▶ [MATERIAL FOR THIS TASK]:
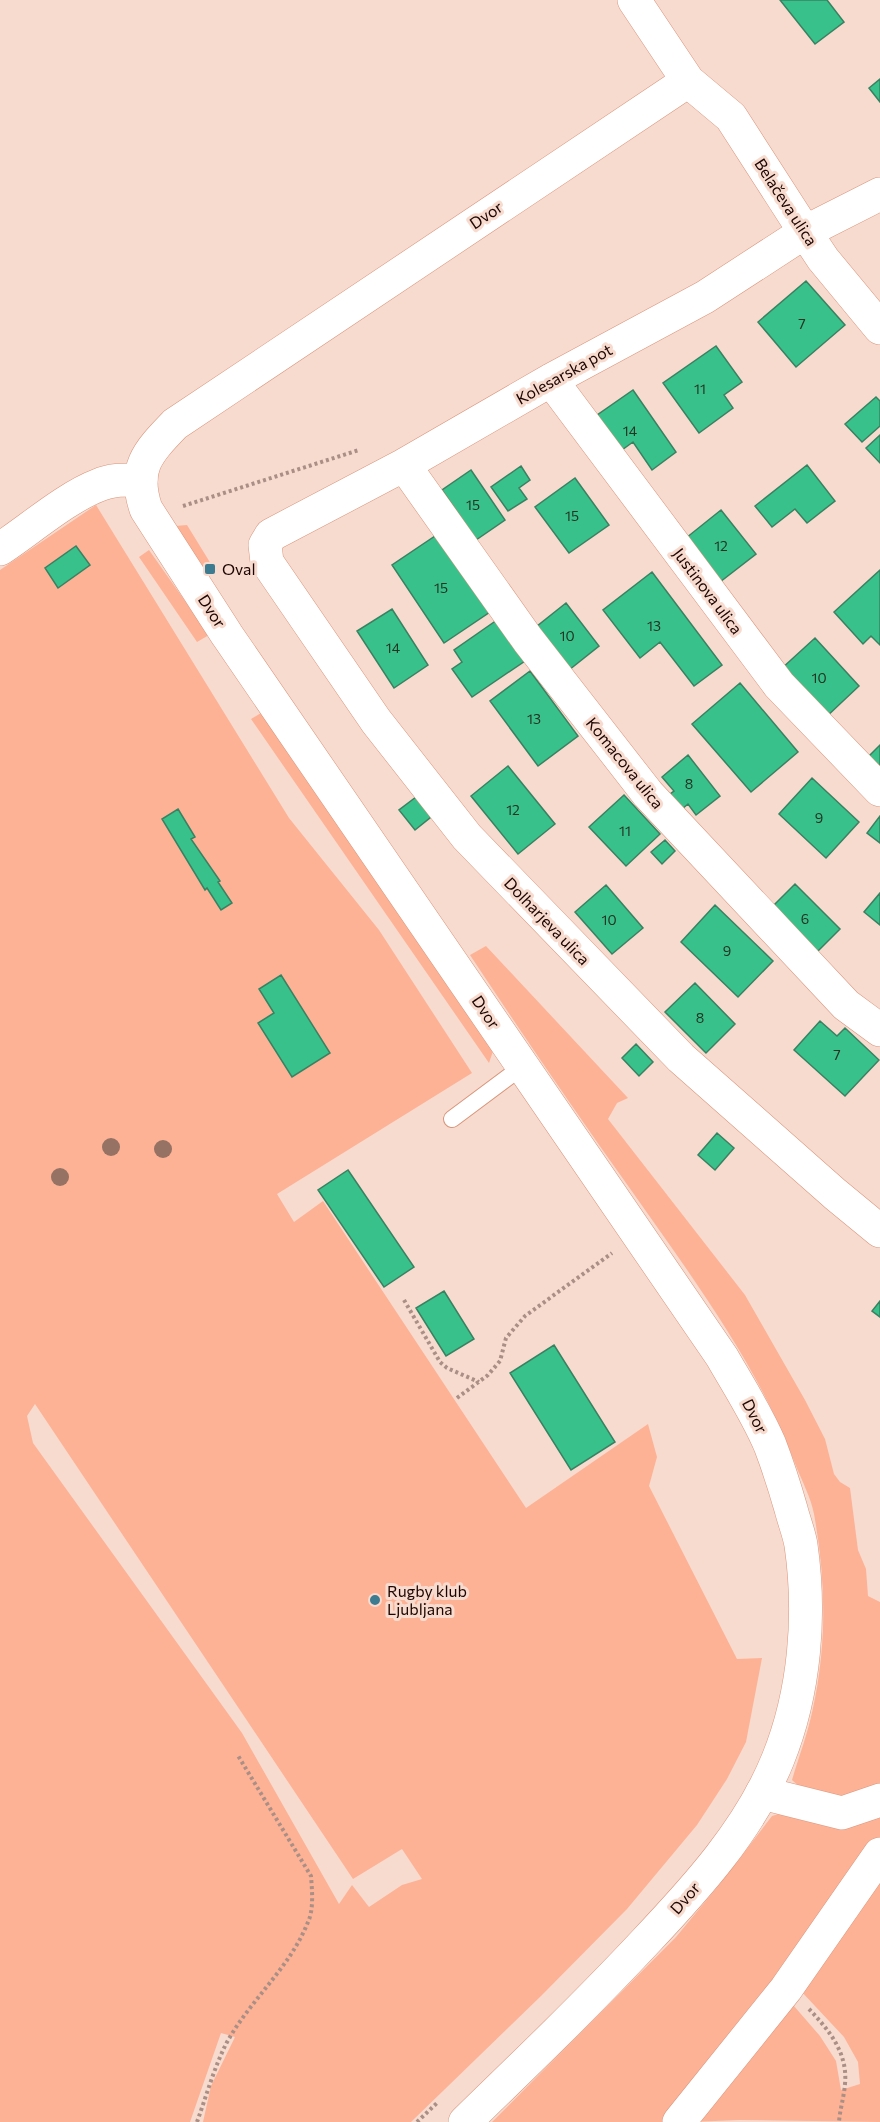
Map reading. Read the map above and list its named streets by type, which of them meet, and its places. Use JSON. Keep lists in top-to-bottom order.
{
  "streets": {
    "street": [
      "Belačeva ulica",
      "Dvor",
      "Kolesarska pot",
      "Justinova ulica",
      "Komacova ulica",
      "Dolharjeva ulica"
    ]
  },
  "crossings": [
    ["Belačeva ulica", "Dvor"],
    ["Belačeva ulica", "Kolesarska pot"],
    ["Kolesarska pot", "Justinova ulica"],
    ["Kolesarska pot", "Komacova ulica"],
    ["Kolesarska pot", "Dolharjeva ulica"]
  ],
  "places": {
    "transit": ["Oval"],
    "other": ["Rugby klub Ljubljana"]
  },
  "house_numbers": [
    "7",
    "11",
    "14",
    "15",
    "15",
    "12",
    "15",
    "13",
    "10",
    "14",
    "10",
    "13",
    "8",
    "12",
    "9",
    "11",
    "6",
    "10",
    "9",
    "8",
    "7"
  ]
}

▶ [DESCRIPTION OF THE TASK]:
Omitting the images, copy the listing exactly.

▶ [OUTPUT OF THE TASK]:
Map reading. Read the map above and list its named streets by type, which of them meet, and its places. Use JSON. Keep lists in top-to-bottom order.
{
  "streets": {
    "street": [
      "Belačeva ulica",
      "Dvor",
      "Kolesarska pot",
      "Justinova ulica",
      "Komacova ulica",
      "Dolharjeva ulica"
    ]
  },
  "crossings": [
    ["Belačeva ulica", "Dvor"],
    ["Belačeva ulica", "Kolesarska pot"],
    ["Kolesarska pot", "Justinova ulica"],
    ["Kolesarska pot", "Komacova ulica"],
    ["Kolesarska pot", "Dolharjeva ulica"]
  ],
  "places": {
    "transit": ["Oval"],
    "other": ["Rugby klub Ljubljana"]
  },
  "house_numbers": [
    "7",
    "11",
    "14",
    "15",
    "15",
    "12",
    "15",
    "13",
    "10",
    "14",
    "10",
    "13",
    "8",
    "12",
    "9",
    "11",
    "6",
    "10",
    "9",
    "8",
    "7"
  ]
}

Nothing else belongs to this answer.